BEGIN Dataset entries

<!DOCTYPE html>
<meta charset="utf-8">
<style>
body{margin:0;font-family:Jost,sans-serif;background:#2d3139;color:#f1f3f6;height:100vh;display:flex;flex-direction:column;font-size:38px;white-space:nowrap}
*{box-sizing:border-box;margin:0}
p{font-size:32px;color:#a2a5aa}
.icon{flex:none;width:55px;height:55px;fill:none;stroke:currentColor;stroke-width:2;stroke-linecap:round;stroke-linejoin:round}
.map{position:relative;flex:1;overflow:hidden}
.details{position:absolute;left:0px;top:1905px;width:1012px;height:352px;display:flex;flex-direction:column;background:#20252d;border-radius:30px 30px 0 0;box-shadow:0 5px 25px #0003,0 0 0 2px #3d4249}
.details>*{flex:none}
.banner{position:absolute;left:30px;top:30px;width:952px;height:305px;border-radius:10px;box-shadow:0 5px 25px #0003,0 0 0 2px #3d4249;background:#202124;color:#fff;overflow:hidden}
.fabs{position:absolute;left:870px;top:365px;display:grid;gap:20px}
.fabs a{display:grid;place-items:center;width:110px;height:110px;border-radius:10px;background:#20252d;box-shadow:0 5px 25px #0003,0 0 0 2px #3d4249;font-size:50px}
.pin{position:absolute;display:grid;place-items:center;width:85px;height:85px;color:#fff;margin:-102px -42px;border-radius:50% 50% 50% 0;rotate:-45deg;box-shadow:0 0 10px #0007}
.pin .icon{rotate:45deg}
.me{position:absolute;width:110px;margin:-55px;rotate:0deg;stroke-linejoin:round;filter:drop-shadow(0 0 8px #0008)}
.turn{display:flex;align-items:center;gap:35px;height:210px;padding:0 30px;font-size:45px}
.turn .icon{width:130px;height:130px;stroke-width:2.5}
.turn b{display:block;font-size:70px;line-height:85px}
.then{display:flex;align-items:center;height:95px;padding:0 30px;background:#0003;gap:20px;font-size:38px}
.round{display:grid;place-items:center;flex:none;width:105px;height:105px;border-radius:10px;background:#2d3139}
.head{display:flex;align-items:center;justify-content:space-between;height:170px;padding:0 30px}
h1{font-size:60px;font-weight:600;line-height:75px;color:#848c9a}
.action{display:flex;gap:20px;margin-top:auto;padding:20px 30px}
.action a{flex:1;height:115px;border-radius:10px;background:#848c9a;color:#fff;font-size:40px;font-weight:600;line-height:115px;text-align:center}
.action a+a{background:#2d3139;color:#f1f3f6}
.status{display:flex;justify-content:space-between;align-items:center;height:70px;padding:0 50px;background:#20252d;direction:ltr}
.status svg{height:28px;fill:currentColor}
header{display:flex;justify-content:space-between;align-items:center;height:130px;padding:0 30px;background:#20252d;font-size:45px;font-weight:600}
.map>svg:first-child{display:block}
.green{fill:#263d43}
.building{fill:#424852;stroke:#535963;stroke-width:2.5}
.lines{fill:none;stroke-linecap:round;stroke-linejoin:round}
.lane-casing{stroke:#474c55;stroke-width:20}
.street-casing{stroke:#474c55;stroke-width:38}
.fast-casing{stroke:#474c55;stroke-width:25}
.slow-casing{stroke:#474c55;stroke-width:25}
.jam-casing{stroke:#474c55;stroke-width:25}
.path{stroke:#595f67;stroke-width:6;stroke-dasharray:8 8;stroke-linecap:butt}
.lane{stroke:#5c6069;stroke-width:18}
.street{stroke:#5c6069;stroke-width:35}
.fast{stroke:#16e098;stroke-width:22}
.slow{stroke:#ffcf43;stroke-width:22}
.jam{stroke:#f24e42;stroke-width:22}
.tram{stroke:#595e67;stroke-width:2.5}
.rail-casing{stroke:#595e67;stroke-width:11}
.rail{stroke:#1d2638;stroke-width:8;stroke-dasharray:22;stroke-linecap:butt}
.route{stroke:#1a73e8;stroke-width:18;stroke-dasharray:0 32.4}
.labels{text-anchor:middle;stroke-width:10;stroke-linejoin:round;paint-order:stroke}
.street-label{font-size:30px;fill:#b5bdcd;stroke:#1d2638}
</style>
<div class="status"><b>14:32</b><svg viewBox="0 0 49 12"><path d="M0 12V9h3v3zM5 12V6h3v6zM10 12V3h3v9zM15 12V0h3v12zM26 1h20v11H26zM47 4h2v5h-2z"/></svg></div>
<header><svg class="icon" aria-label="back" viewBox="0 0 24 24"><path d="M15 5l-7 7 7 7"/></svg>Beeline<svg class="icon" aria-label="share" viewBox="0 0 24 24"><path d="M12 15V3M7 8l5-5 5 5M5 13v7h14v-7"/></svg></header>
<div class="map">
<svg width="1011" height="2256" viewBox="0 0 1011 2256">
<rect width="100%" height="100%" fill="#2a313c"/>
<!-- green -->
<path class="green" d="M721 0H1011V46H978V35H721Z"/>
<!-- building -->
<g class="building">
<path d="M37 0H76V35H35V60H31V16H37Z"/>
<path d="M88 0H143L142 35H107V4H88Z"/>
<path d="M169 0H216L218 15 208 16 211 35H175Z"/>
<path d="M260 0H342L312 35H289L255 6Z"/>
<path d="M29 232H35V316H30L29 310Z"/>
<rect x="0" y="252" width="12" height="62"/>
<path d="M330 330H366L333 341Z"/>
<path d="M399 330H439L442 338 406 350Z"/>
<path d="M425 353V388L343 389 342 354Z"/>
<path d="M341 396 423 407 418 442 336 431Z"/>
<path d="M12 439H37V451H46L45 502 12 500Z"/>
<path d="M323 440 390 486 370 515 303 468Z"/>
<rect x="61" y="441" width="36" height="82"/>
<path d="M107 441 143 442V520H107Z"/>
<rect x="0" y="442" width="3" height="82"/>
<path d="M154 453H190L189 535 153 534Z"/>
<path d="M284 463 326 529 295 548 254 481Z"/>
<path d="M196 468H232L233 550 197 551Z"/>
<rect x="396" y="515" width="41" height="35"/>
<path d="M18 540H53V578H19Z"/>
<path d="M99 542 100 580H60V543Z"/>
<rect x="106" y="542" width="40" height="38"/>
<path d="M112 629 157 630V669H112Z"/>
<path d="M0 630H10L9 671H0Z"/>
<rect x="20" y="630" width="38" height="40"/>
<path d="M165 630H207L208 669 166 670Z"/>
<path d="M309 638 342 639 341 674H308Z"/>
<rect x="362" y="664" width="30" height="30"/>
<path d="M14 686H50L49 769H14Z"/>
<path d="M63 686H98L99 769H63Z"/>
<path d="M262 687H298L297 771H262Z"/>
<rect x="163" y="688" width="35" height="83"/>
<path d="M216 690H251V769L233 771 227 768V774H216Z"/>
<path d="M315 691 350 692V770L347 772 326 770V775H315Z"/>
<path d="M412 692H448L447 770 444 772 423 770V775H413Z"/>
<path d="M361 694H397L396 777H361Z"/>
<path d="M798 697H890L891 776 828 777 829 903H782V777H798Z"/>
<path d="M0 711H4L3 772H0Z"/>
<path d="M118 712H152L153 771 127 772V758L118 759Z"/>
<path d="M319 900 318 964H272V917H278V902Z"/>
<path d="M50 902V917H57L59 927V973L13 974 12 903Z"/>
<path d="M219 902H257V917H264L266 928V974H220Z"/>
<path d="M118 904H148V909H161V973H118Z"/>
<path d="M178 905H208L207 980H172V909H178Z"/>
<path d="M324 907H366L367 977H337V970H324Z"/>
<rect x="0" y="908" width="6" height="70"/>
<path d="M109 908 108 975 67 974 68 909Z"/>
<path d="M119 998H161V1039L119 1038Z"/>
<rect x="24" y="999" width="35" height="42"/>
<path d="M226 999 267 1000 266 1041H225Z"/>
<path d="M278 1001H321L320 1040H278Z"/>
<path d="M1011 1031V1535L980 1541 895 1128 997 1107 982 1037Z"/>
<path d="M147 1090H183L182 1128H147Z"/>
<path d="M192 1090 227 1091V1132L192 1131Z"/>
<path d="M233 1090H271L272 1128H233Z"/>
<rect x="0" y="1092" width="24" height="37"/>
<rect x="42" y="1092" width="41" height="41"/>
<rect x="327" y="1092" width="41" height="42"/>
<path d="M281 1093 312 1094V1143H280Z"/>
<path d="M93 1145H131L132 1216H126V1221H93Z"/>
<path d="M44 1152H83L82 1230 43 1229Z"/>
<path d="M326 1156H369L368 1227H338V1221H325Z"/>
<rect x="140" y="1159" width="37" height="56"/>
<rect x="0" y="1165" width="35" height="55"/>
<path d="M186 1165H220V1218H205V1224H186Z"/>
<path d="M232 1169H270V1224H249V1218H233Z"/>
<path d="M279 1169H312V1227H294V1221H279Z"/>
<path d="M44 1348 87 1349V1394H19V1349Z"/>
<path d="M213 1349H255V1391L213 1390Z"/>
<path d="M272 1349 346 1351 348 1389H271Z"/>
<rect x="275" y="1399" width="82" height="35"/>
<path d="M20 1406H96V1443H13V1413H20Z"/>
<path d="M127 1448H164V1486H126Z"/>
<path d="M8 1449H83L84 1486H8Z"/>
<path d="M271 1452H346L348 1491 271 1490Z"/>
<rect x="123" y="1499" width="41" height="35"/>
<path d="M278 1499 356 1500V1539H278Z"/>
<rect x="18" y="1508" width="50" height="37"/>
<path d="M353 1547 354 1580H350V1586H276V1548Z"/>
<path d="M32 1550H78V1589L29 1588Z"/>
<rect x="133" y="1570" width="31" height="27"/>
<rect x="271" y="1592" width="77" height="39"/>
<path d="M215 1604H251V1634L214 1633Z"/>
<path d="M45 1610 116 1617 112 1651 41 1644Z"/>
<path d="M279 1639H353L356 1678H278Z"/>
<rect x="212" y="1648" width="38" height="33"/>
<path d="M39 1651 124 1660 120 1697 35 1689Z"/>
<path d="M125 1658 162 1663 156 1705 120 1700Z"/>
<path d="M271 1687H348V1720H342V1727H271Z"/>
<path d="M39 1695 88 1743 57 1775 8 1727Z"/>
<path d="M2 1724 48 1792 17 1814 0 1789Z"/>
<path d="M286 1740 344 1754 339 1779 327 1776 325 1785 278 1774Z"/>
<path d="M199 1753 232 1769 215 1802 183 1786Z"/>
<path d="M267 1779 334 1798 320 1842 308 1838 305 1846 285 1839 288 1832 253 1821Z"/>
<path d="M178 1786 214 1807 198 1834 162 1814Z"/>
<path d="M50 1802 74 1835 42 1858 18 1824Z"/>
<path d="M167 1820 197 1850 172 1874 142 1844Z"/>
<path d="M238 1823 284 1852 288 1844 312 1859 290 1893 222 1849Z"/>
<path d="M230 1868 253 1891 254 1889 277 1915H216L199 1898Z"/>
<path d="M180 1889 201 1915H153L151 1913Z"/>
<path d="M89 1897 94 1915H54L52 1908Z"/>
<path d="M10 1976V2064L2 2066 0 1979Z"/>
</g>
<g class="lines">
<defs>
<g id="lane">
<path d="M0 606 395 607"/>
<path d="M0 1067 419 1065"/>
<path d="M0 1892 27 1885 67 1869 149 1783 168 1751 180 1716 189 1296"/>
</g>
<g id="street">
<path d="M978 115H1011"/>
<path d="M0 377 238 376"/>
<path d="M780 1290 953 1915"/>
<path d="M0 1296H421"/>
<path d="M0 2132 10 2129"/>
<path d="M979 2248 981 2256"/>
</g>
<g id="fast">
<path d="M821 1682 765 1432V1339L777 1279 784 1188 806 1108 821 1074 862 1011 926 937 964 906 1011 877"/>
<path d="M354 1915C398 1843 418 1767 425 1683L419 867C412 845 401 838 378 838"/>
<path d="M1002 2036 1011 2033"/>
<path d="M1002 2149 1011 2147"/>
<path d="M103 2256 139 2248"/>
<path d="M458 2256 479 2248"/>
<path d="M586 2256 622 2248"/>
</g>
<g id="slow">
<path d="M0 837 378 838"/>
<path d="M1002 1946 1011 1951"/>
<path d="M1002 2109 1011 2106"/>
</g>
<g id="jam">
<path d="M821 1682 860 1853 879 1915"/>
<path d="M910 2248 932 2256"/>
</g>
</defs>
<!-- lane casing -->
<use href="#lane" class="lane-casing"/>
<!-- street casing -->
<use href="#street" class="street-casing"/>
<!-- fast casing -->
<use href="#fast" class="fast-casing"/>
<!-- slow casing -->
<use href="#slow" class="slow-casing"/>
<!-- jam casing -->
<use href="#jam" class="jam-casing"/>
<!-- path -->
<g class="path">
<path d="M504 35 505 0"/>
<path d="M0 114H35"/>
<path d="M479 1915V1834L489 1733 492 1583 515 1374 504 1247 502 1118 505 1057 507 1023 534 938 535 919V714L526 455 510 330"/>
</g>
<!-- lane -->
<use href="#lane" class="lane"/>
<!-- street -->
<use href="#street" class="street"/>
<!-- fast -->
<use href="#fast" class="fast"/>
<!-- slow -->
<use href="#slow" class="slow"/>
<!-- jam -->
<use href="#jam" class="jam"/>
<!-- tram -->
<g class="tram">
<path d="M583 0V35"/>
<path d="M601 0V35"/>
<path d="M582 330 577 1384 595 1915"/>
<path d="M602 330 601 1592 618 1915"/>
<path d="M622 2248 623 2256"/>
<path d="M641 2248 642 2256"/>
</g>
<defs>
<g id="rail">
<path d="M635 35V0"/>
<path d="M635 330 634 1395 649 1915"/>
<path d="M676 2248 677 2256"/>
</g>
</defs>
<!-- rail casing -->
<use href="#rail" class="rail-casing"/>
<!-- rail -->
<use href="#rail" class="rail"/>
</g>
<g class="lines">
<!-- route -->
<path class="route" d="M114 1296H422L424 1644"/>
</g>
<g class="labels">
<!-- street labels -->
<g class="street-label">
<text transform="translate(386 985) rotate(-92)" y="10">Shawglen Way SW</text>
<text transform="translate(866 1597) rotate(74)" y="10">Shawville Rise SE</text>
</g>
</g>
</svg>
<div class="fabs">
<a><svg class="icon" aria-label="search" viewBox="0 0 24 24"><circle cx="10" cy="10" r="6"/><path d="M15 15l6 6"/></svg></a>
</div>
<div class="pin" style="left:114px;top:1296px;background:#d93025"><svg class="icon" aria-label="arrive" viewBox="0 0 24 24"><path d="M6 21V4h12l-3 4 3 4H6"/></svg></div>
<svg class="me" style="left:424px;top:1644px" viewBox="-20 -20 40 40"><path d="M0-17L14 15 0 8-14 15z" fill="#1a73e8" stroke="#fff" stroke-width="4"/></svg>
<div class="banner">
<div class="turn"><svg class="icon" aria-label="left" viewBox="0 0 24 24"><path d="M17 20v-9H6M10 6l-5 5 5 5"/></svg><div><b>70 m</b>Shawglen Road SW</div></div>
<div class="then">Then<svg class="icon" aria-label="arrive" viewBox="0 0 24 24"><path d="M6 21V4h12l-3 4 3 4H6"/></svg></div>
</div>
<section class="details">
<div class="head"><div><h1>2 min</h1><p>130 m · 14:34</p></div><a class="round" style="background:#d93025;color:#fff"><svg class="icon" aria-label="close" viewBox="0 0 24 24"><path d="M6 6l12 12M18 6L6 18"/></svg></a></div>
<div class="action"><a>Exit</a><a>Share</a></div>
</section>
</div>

END Dataset entries

Your instructions
The word to look for is "fabs"; copy out every line of the entries that holds it.

The answer
.fabs{position:absolute;left:870px;top:365px;display:grid;gap:20px}
.fabs a{display:grid;place-items:center;width:110px;height:110px;border-radius:10px;background:#20252d;box-shadow:0 5px 25px #0003,0 0 0 2px #3d4249;font-size:50px}
<div class="fabs">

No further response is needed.